The original title of Wang Xiaoshuai’s “Chinese Portrait” means “My Lens” in Mandarin, and indeed the director’s unconventional documentary reflects his personal vision of his home country. Inspired by portraiture in still photography and painting, Wang traveled from eastern cities (Beijing and Shanghai) to northwestern areas, such as Qinhai province (populated by Tibetans) and the Ningxia Hui Autonomous Region (home of Muslim people of the Hui minority), and carefully composed dozens of images, poignant, mysterious, or ironical. Shot over seven years and deftly assembled by French editor Valérie Loiseleux (who has worked with Manoel de Oliveira, among others), they add up to the mosaic portrait of a post-socialist China in the throes of major upheavals.
Nothing is improvised in Wang’s static, precisely framed tableaux. The sitters were obviously asked to pose, stay motionless, and stare forward, creating a tension between stillness and unexpected movement. The compositions are rich with multiple layers; they explore the depth of the cinematic space, and suggest invisible presences at the edge of the frame. In one shot, a woman holds a bleating lamb; behind her, the rest of the herd is gathered by a Mongolian yurt (or tent), while further back stands a wagon trailer, evoking the modernization of nomadic life.
In another, two young boys wearing white Muslim kufi hats mind a small food stall; on the right, an unseen man talks to them through an open window; the oldest boy responds with a smile, resumes the pose, then pops his bubble gum. Wang eschews narration and records the rare, muted conversations as another layer of ambient sound. Words are not subtitled, and the shots address the spectators at a sensorial rather than intellectual level.
At times, Wang plays with the presence, absence, or invisibility of human bodies. Many shots of urban ruins, crumbling industrial buildings, country roads or polluted waves are devoid of human presence. The operator of a hydraulic destruction hammer attacking a disused factory remains hidden within his cockpit. Often bodies are anonymous (city crowds, workers in huge workshops or immense office spaces) or too far in the cinematic field to be identified.
Even so, Wang keeps returning to the portraiture, sometimes humorously planting himself in the center of the space: Wearing an anti-pollution facemask, he stands in front of the iconic Rem Koolhaas CCTV building, barely visible in the smog. The images echo the work of Walker Evans, Andy Warhol’s “Screen Tests,” or Chantal Akerman’s landscapes.
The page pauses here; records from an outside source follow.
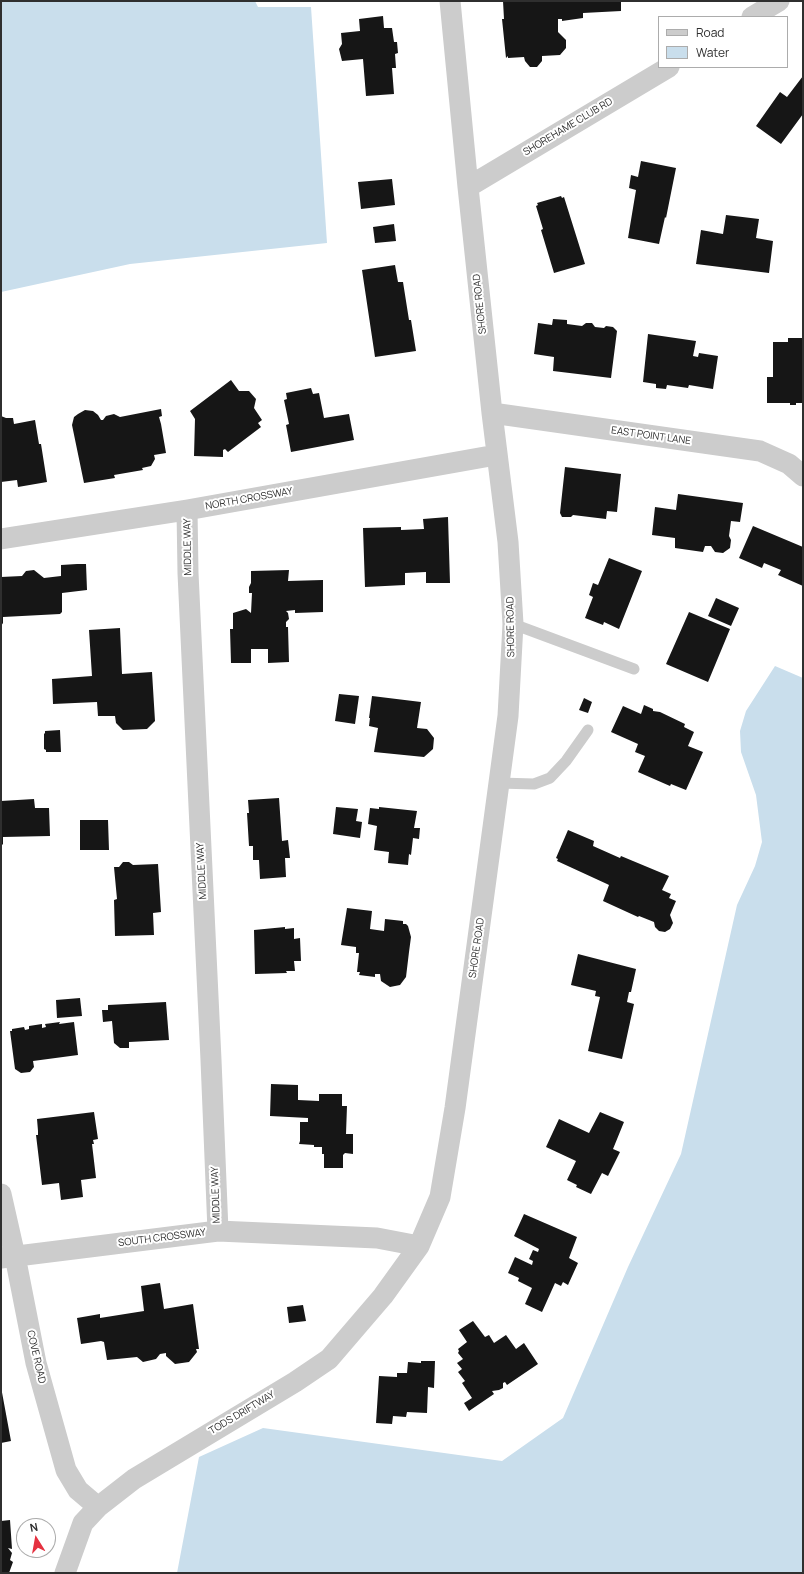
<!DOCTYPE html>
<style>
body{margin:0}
#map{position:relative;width:804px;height:1574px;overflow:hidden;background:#fff;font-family:Manrope,sans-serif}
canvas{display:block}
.frame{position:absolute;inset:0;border:2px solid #2f2f2f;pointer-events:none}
.legend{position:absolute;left:658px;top:16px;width:130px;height:52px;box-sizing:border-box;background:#fff;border:1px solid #acacac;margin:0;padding:5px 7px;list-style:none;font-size:12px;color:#2f2f2f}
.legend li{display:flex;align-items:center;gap:8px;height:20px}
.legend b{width:20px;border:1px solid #acacac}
.north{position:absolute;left:16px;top:1518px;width:40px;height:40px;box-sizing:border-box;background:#fff;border:1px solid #acacac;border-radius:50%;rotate:349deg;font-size:11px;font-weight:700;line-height:16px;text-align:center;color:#2f2f2f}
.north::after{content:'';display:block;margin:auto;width:14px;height:18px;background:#e53140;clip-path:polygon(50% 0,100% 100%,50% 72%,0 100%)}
</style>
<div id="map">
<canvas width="804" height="1574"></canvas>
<div class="frame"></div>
<ul class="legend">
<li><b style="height:5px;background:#ccc"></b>Road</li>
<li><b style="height:11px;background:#c9deec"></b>Water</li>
</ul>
<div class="north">N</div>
</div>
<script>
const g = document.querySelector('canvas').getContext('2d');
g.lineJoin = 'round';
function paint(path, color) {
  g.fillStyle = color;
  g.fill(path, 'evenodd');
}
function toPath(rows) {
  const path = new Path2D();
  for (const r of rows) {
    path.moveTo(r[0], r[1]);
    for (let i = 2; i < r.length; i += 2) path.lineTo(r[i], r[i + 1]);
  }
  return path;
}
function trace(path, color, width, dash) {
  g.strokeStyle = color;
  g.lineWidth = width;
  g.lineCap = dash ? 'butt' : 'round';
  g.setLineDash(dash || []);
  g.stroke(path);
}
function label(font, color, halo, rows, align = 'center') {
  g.font = font + ' Manrope,sans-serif';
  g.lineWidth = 4;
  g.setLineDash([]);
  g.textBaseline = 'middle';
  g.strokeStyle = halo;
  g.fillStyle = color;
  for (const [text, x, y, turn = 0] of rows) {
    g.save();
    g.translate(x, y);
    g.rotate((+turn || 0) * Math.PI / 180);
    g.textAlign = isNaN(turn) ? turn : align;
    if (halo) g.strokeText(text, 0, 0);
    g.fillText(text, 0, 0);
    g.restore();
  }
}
const water = toPath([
 [1,1,255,1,258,7,311,7,327,243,130,264,1,292],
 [775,666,803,678,803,1573,177,1573,199,1457,263,1428,502,1461,563,1418,628,1267,681,1154,737,905,755,866,762,842,756,795,741,752,740,731,746,711]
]);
const building = toPath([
 [503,1,621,1,621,11,583,13,583,18,562,21,562,19,558,19,558,32,566,40,566,48,560,55,542,56,542,61,537,67,530,67,525,61,524,57,508,58,508,56,506,58,502,19,504,19],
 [383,16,384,28,392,28,394,42,397,42,398,53,395,54,396,68,392,68,394,94,366,96,363,59,342,61,339,49,342,44,341,33,360,31,359,19],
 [803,76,803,114,781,144,756,126,780,92,787,97],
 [641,161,676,168,666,218,665,217,659,244,628,238,636,190,629,188,631,175,638,177],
 [392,179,395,205,361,209,358,182],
 [561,196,562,198,564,197,585,264,554,273,541,230,543,229,536,206,538,205,537,203],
 [726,215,759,219,756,238,773,241,769,273,696,264,701,230,723,234],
 [394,224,396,241,375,243,373,227],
 [395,265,398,282,403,282,409,320,411,320,416,351,375,357,362,270],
 [553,319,567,320,567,324,582,326,586,323,592,323,595,327,604,328,606,326,613,327,617,331,611,378,553,371,554,357,534,354,538,323,552,325],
 [648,334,696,341,693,356,698,357,699,353,718,356,713,389,689,385,688,388,667,385,666,389,656,388,656,384,643,382],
 [788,338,803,338,803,403,796,403,796,405,790,405,790,403,767,403,767,377,773,377,773,342,788,342],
 [231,380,239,391,249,391,256,399,254,408,262,420,258,423,261,427,228,452,225,449,223,450,223,457,194,456,195,419,190,411],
 [311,388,313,394,319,393,324,418,349,414,354,440,291,452,286,425,289,424,284,400,287,399,286,393],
 [161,409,162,416,159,417,161,424,166,453,154,455,155,459,151,466,142,468,143,470,114,475,115,478,84,483,72,425,74,417,78,414,85,410,93,411,98,415,101,420,103,420,106,416,114,414,120,417],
 [1,416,6,418,13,418,14,424,35,420,39,444,41,444,47,482,18,487,17,480,1,482],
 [565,467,621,474,617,512,607,511,606,519,573,515,571,517,562,517,560,513],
 [678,494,743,503,740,522,731,521,729,536,731,540,730,548,723,553,715,552,711,546,705,546,703,552,675,548,675,538,652,535,655,507,676,510],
 [448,517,450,583,426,583,426,572,405,573,405,585,365,587,363,528,401,527,401,530,424,529,423,519],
 [753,526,803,547,803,586,778,575,781,570,764,563,762,568,739,558],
 [609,558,642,571,619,629,604,622,603,625,585,618,593,597,589,595,593,583,598,585],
 [77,564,86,564,87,590,62,593,62,612,60,614,3,617,3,623,1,626,1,577,22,576,26,571,34,570,44,578,61,576,61,565],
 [289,570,288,581,323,580,323,612,295,613,295,610,286,611,288,613,289,619,286,622,286,627,288,627,289,662,268,663,268,649,251,649,251,663,231,663,230,629,233,629,233,613,246,609,251,613,252,593,249,593,249,587,251,583,251,571],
 [716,598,739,608,731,626,708,616],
 [689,612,730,629,708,682,666,664],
 [120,628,122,674,152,672,155,721,147,729,123,730,116,723,115,716,98,716,97,702,53,704,52,679,92,676,89,630],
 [339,694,359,696,355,724,335,721],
 [372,696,421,702,417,728,427,729,434,738,433,749,424,757,374,752,378,728,369,726,370,718,369,718],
 [584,698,592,702,588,713,579,710],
 [644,705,653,709,653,711,660,712,685,724,684,727,694,732,688,746,703,752,686,790,671,784,670,786,638,772,645,756,635,752,638,744,611,732,623,706,641,714],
 [60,730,61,752,46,752,46,750,44,749,44,734,45,733,45,731],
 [279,798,282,841,288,840,290,858,285,858,286,877,260,879,259,860,253,860,253,846,249,846,247,813,249,813,248,800],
 [34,799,35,808,49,808,50,836,3,837,3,844,1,846,1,801],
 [336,807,358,809,356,821,362,822,360,838,333,834],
 [379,807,417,811,414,828,420,828,419,839,413,838,411,855,409,854,408,865,388,863,389,852,374,850,377,826,368,824,370,808,379,809],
 [80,820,108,820,109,850,80,850],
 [568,830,594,841,593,846,620,858,621,856,669,876,662,890,671,894,669,898,676,901,670,915,673,923,670,929,665,932,659,931,655,927,654,922,639,916,638,917,603,901,609,885,607,884,557,861,558,859,556,858],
 [123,862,129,862,133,865,158,864,161,912,153,913,154,935,115,936,114,900,117,899,114,867,119,867],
 [347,908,372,911,370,929,384,931,385,919,403,921,403,924,406,924,408,926,411,937,409,952,406,977,400,985,390,987,381,981,380,974,375,974,375,977,359,975,360,972,357,972,359,953,356,953,356,947,341,945],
 [285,927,285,929,294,928,294,939,300,938,301,961,294,961,295,971,286,971,287,973,255,974,254,930],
 [578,954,636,969,631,992,629,992,627,1002,634,1004,622,1059,588,1051,600,997,595,996,596,991,571,985],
 [80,998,82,1016,57,1018,56,1000],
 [166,1002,169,1040,129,1042,129,1048,120,1048,114,1043,112,1021,103,1022,102,1010,108,1010,108,1005],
 [60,1022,59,1024,74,1022,78,1055,33,1061,34,1067,30,1072,21,1073,15,1069,10,1031,12,1031,12,1029,24,1027,25,1030,29,1029,29,1026,42,1024,42,1028,46,1027,45,1024],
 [271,1084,298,1085,298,1100,319,1101,319,1094,342,1094,342,1106,347,1106,346,1134,353,1134,353,1154,345,1153,343,1155,343,1168,324,1168,324,1154,322,1154,322,1147,314,1147,314,1145,299,1144,300,1141,300,1122,308,1122,308,1118,270,1116],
 [94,1112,98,1139,93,1140,94,1144,92,1144,96,1178,81,1180,83,1197,61,1200,59,1183,42,1185,36,1135,38,1135,38,1131,37,1119],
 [600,1112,624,1122,613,1149,620,1152,608,1176,602,1173,591,1194,576,1187,577,1185,567,1180,576,1161,546,1147,559,1119,589,1133],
 [524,1214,577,1237,569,1258,578,1263,568,1285,563,1282,561,1286,555,1283,542,1312,525,1304,532,1288,518,1281,519,1278,508,1273,515,1257,532,1265,533,1261,529,1259,533,1250,538,1252,539,1249,514,1236],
 [160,1283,164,1309,193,1304,199,1349,196,1349,197,1352,189,1362,175,1364,166,1356,166,1353,160,1354,156,1359,143,1362,137,1357,107,1360,104,1342,101,1341,81,1344,77,1318,100,1314,100,1318,144,1311,141,1286],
 [303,1305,306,1321,289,1323,287,1307],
 [473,1321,485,1337,489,1335,494,1343,506,1335,516,1349,524,1343,538,1364,507,1385,505,1382,503,1383,503,1388,499,1390,492,1391,494,1394,469,1411,464,1403,472,1398,462,1383,465,1381,458,1372,462,1369,457,1363,463,1359,458,1353,459,1351,458,1349,467,1342,459,1330],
 [421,1361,435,1361,434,1388,428,1387,427,1413,407,1412,406,1417,393,1416,392,1424,376,1423,379,1376,397,1377,397,1373,407,1373,408,1362,421,1363],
 [1,1387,11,1441,1,1443],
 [10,1520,12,1549,8,1548,12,1553,10,1560,13,1562,9,1573,1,1573,1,1521]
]);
const service = toPath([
 [513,624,634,669],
 [499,783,534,784,550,778,566,761,588,730]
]);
const minor = toPath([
 [752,17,779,1],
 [468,187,669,67],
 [492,413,760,451,789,464,803,476],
 [187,510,188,573,211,1060,218,1231],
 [1,539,187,510,496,455],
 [1,1194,15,1256,36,1363,66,1470,78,1490,98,1507],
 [1,1258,218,1231,377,1238,419,1246],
 [65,1573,83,1523,98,1507,134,1479,295,1382,329,1359,383,1296,419,1246,440,1197,455,1108,499,783,508,716,513,624,508,542,492,413,468,187,450,1]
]);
const streetNames = [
 ["SHOREHAME CLUB RD",568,127,-31],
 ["SHORE ROAD",480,304,-96],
 ["EAST POINT LANE",651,436,8],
 ["NORTH CROSSWAY",249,499,-10],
 ["MIDDLE WAY",188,547,-91],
 ["SHORE ROAD",511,627,-91],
 ["MIDDLE WAY",202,871,-93],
 ["SHORE ROAD",477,948,-82],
 ["MIDDLE WAY",216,1195,-92],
 ["SOUTH CROSSWAY",162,1238,-7],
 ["COVE ROAD",36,1357,77],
 ["TODS DRIFTWAY",242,1413,-31]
];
paint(water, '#c9deec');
paint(building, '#161616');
trace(service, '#ccc', 11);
trace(minor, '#ccc', 21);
label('10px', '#2f2f2f', '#fff', streetNames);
</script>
The painterly reference becomes clear when the artist Liu Xiaodong appears in front of a group of seven young women sitting together in the ruined landscape of post-earthquake Sichuan.
Internationally famous for his large-scale compositions representing marginalized populations, Liu has long been in dialogue with Sixth Generation directors about the fine line that separates realism from artifice. (Wang cast the artist in his 1993 feature, “The Days,” and Jia Zhangke’s 2006 “Dong” documents his work.)
A crossover between the film and art worlds, “Chinese Portrait” started as a video installation at the 2010 Shanghai Biennial, and was later featured at the Minsheng Art Museum in 2014, before the shooting continued till 2017. During that time Wang (a 2005 Jury Prize winner at Cannes) worked on two ambitious films, “Red Amnesia” and “So Long My Son” (which won two acting prizes at the most recent Berlinale) that explore the traces left by history on the multifarious Chinese landscape. An image of “Chinese Portrait,” filmed in a small southern fishing town, echoes a moment of “So Long My Son.”
In the penultimate shot, a group of men and women are standing on a parched, cracked land, their empty pails posed at their feet. They are dressed simply, yet somewhat formally, and, with quiet dignity, stare back at us. In the foreground, a woman and a little boy are crouching. The boy is having a hard time keeping the pose. He looks around, then down, moves his body, and eventually yawns. The shot foregrounds the ethical pitfalls of documentary portraiture. When the drought victims return the gaze of the camera, does it alleviate the imbalance of power? Should a little boy have to crouch for the duration of a long photo shoot?
In this haunting, precisely choreographed tableau, Wang reaches an apex in the tension between stillness and unplanned movement. The sitters’ dignity and the boy’s implicit resistance are now woven into the texture of the film. While this can be read as a metaphor for the relationship between citizens and government in China today, it confirms Wang’s stature as one of the country’s most significant filmmakers, one with the courage to pose disturbing questions.